1-1/2 cups HONEY MAID Graham Cracker Crumbs
1/3 cup chopped PLANTERS Walnuts, toasted
1/4 cup sugar
1/2 cup (1 stick) butter or margarine, melted
1 pkg. (8 oz.) PHILADELPHIA Cream Cheese, softened
2 cups cold milk, divided
2 pkg. (4-serving size each) JELL-O Vanilla Flavor Instant Pudding & Pie Filling
1 can (16 oz.) pumpkin
2 tsp. pumpkin pie spice
1 tub (8 oz.) COOL WHIP French Vanilla Whipped Topping, thawed, divided


MIX crumbs, walnuts, sugar and butter in 13x9-inch dish; press firmly onto bottom of dish. Refrigerate until ready to use.

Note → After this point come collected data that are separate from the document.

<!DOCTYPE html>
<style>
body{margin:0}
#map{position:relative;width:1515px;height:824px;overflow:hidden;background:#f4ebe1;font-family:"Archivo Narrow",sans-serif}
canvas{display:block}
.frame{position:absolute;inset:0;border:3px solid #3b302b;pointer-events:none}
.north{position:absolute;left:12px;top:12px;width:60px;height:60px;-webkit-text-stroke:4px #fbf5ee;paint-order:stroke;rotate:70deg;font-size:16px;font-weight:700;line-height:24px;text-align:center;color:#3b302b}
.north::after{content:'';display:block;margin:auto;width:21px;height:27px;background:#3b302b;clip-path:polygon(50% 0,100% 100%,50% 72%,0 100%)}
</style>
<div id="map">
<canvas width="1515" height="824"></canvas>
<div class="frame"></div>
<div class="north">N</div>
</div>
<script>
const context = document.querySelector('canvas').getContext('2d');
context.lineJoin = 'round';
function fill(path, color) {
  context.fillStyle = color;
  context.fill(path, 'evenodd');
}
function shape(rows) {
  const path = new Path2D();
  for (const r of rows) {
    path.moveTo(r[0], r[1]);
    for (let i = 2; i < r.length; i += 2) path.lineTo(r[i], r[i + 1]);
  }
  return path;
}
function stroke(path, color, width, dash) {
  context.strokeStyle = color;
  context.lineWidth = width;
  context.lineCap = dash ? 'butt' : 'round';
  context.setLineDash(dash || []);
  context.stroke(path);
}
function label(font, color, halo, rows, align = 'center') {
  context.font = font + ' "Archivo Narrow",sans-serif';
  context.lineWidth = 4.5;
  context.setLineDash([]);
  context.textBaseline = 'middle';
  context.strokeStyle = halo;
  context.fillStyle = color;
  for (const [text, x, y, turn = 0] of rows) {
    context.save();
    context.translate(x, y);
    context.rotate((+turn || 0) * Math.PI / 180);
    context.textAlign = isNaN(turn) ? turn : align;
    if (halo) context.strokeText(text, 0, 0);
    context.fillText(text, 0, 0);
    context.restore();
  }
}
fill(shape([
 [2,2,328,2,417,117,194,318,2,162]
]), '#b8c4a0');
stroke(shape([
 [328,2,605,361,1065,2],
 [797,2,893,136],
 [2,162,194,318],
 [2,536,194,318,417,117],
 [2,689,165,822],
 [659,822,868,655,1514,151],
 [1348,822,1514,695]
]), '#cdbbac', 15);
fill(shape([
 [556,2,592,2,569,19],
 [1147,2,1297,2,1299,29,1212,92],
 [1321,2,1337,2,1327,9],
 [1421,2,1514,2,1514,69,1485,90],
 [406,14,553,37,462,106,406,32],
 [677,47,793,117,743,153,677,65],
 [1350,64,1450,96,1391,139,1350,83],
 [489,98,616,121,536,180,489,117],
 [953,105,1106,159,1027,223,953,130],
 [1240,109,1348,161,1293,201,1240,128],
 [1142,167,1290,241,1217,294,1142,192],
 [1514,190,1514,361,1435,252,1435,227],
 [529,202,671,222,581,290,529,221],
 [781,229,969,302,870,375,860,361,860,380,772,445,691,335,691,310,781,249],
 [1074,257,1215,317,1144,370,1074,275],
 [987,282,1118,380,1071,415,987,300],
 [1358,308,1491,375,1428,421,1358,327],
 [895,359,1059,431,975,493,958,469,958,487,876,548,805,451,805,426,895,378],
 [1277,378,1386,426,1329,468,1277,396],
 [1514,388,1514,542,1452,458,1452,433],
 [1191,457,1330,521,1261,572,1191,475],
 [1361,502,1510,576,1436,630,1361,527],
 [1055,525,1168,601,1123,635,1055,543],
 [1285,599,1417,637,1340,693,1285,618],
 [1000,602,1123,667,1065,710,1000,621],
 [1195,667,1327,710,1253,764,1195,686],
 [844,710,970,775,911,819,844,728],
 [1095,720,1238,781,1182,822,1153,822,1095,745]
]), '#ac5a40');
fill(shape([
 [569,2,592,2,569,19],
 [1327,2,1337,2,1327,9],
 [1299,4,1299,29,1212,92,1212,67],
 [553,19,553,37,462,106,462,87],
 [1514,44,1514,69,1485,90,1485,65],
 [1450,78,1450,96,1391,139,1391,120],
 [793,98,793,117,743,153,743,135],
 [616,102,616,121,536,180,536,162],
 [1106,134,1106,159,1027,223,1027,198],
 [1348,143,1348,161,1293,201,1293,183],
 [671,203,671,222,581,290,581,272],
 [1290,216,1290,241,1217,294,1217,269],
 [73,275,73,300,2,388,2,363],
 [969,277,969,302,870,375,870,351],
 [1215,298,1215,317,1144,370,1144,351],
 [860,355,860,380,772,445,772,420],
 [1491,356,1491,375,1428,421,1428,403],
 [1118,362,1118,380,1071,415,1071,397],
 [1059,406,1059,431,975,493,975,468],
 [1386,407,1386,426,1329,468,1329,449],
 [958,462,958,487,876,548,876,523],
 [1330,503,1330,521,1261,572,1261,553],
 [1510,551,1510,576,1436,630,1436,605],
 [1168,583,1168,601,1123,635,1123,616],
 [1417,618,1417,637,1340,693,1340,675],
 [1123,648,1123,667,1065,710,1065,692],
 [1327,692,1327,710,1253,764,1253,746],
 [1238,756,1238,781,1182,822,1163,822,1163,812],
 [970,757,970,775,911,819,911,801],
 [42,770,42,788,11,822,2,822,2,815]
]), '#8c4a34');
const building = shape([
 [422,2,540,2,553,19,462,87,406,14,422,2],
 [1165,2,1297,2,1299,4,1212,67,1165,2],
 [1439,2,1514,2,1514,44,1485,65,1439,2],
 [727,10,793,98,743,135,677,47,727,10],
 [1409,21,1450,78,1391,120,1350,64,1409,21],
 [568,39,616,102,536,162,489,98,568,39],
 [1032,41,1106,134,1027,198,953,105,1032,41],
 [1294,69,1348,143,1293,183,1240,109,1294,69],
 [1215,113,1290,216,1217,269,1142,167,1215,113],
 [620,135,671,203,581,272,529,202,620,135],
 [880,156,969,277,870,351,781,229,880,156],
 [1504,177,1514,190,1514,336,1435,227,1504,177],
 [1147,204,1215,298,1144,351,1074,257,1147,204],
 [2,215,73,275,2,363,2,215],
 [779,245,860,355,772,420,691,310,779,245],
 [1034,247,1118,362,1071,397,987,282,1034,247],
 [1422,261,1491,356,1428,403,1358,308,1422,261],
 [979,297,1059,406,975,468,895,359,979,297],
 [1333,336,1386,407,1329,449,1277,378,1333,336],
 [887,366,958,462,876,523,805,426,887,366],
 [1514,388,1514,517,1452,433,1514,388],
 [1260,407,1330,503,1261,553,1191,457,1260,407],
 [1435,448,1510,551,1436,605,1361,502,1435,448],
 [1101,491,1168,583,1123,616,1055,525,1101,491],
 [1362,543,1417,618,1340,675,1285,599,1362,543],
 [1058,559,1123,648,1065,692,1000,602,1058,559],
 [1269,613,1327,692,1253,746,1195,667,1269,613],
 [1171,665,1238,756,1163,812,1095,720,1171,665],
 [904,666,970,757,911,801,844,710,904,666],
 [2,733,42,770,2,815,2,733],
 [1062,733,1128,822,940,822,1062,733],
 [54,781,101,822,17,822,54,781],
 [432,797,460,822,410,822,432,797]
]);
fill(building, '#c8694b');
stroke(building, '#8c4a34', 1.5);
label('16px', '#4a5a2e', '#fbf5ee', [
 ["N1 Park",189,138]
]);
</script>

BEAT cream cheese in large bowl with electric mixer on low speed until creamy. Gradually add 1/2 cup of the milk, beating until well blended. Add remaining 1-1/2 cups milk, dry pudding mixes, pumpkin and spice. Beat on low speed 2 minutes or until well blended. Gently stir in half of the whipped topping. Pour over crust.
REFRIGERATE 2 hours or until set. Cut into 24 bars. Top each with a dollop of the remaining whipped topping just before serving. Store leftover bars in refrigerator.